The Ministry of Justice has come under pressure from the legal community to suspend trials following the latest government guidance to the public, but Lord Chancellor Robert Buckland said that courts must stay open even with a reduced capacity.
“The rule of law is vital to a functioning democracy and even at times like these, it is essential that our independent courts are able to administer justice,” Buckland said.
Buckland at the same time backed restrictions announced by the lord chief justice of England and Wales, Ian Burnett, on Tuesday that no new Crown Court trials can take place if they are expected to last more than three days. All cases estimated to last longer than three days listed before the end of April will be adjourned.

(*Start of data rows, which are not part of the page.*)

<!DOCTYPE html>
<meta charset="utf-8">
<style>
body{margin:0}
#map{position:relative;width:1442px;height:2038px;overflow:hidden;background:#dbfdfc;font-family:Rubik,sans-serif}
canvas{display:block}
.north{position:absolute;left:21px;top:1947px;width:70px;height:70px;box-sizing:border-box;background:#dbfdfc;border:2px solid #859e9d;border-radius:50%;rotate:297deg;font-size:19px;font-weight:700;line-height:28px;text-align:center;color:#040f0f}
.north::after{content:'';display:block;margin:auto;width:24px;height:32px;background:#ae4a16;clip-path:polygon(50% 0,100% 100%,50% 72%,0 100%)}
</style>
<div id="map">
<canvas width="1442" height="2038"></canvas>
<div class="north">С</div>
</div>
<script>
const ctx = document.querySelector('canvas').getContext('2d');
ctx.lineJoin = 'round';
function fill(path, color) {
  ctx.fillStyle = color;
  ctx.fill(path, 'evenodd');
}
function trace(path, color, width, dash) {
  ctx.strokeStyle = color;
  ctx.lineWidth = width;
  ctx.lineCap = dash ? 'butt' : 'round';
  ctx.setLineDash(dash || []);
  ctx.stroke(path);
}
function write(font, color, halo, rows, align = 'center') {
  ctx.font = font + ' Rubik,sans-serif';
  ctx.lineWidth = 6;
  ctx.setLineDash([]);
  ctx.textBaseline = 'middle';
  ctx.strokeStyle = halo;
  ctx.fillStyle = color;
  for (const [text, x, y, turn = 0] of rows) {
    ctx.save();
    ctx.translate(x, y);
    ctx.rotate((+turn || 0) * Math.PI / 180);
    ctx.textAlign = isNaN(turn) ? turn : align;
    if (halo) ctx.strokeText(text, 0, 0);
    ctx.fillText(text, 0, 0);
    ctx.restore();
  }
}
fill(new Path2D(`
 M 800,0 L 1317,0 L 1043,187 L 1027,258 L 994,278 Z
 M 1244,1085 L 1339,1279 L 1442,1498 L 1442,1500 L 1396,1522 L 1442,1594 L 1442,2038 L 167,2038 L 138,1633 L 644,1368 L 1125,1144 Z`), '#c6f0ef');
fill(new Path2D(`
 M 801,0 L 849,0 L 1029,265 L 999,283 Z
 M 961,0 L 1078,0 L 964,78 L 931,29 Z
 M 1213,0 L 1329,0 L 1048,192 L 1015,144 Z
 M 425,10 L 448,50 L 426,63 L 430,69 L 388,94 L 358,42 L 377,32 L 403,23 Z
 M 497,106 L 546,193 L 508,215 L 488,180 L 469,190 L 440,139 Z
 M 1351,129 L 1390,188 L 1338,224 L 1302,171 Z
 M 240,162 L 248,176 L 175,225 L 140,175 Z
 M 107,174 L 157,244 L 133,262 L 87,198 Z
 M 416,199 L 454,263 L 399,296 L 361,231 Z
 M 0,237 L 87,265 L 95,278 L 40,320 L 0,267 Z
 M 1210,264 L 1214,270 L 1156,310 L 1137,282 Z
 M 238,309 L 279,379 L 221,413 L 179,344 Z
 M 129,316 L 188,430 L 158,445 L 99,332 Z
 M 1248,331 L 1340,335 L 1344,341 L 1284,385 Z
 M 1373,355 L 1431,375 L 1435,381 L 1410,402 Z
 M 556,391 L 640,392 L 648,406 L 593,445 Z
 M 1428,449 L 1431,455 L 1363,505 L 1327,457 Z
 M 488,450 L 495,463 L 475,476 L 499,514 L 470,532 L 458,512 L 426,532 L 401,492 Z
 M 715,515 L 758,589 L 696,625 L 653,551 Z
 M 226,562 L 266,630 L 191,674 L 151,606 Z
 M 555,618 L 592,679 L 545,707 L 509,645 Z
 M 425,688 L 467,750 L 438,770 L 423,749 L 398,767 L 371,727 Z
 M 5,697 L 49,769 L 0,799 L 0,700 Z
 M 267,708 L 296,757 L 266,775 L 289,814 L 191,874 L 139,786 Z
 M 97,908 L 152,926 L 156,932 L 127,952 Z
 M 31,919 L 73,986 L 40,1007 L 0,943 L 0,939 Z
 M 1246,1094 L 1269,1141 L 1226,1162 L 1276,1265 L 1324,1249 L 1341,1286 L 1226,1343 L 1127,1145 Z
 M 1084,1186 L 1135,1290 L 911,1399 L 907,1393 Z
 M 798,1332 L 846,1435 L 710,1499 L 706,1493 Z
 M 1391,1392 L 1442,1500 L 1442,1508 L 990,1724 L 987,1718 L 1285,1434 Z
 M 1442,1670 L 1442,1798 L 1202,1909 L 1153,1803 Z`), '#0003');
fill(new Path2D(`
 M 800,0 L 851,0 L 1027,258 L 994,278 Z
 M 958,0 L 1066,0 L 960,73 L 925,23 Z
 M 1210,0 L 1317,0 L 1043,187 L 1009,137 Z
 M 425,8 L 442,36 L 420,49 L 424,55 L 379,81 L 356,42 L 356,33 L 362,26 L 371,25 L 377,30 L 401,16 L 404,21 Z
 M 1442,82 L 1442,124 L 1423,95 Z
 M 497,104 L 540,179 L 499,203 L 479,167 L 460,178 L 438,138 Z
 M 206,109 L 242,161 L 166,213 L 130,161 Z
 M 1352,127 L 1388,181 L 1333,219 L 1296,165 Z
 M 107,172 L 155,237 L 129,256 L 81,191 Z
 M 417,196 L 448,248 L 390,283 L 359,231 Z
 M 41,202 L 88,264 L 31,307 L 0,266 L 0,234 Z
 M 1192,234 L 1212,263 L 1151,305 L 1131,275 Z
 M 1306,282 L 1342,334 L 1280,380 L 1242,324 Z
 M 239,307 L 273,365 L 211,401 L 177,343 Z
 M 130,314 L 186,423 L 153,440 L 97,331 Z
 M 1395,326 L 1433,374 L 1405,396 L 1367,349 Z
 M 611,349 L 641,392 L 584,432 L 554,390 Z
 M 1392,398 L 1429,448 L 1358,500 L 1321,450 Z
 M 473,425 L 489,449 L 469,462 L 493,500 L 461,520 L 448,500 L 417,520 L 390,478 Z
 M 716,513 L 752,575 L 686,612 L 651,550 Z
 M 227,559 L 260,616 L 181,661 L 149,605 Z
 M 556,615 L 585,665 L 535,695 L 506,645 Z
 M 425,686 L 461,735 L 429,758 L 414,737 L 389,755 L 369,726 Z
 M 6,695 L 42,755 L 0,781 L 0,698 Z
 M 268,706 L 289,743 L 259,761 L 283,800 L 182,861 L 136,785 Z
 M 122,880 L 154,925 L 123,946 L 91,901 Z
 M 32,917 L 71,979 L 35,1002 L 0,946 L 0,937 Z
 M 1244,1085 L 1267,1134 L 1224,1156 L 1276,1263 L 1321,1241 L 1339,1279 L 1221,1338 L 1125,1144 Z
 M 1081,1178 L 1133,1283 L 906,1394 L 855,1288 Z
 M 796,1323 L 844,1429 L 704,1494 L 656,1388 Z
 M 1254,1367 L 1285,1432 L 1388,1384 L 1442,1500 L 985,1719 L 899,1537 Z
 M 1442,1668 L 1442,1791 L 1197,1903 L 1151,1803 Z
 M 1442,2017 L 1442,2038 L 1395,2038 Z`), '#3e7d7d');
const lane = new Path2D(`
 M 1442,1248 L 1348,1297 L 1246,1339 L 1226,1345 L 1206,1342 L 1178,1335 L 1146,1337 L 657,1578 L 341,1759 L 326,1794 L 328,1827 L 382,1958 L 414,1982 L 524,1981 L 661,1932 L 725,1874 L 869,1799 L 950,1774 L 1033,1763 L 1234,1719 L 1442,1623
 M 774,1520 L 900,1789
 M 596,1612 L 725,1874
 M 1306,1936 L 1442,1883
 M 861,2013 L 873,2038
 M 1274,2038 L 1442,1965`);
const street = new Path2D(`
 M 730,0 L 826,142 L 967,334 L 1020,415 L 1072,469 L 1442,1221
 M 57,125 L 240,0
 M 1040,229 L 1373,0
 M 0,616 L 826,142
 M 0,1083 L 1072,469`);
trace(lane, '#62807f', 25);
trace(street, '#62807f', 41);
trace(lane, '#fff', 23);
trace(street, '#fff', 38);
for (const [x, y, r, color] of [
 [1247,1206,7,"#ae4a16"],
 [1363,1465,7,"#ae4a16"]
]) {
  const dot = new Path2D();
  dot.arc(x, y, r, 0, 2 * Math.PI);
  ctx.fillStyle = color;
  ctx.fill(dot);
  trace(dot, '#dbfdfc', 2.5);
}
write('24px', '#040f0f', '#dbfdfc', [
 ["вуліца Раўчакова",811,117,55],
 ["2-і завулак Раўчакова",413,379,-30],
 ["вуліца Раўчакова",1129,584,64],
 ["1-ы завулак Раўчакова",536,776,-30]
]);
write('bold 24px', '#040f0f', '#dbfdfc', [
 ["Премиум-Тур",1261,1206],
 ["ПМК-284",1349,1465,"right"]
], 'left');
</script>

For trials already underway, they should all proceed as planned with all participants expected to attend court and discharge their duties, Buckland said.
“Our Crown and magistrates courts provide a vital public service and until instructed otherwise, we expect all lawyers, magistrates, jurors, witnesses, defendants and court staff to continue to attend court as required, so the interests of justice can be served,” Buckland added.
Shorter court hearings, such as preparatory hearings, are to be conducted with some or all of the participants attending by telephone, video link or online, to allow as many as possible to take place, Buckland said.
“These changes will be temporary and we estimate that three-quarters of crown court trials will be able to continue despite this restriction,” he said.
While the courts remains open, any changes to individual hearings will be communicated directly to those affected.
The Serious Fraud Office, for example, confirmed that starting Wednesday the trial of former Unaoil executives Ziad Akle, Stephen Whiteley and ex-SBM Offshore employee Paul Bond on bribery charges will be postponed until March 31.
Wednesday's update came after Prime Minister Boris Johnson called on residents to work from home and avoid socializing, especially in London. The government's social distancing policy also has urged citizens not to visit bars, restaurants, cinemas or theaters, and to reduce nonessential travel.
The Bar Council representing barristers has called for a halt to jury trials across the court system to follow that advice.
“Barristers up and down the country are telling us that jurors are having to drop out of cases because they are self-isolating or, worse, coming to court when they should not, and thereby putting everyone’s health at risk,” said Amanda Pinto QC, the Bar Council's chairman, said in a statement. “Being in a jury trial should not be a game of Russian roulette with the participants’ health.”
Barristers, witnesses, defendants, jurors or members of the public, court staff and judges should not be expected to attend court while the rest of the country is very strongly urged to work from home and to avoid nonessential contact, Pinto said.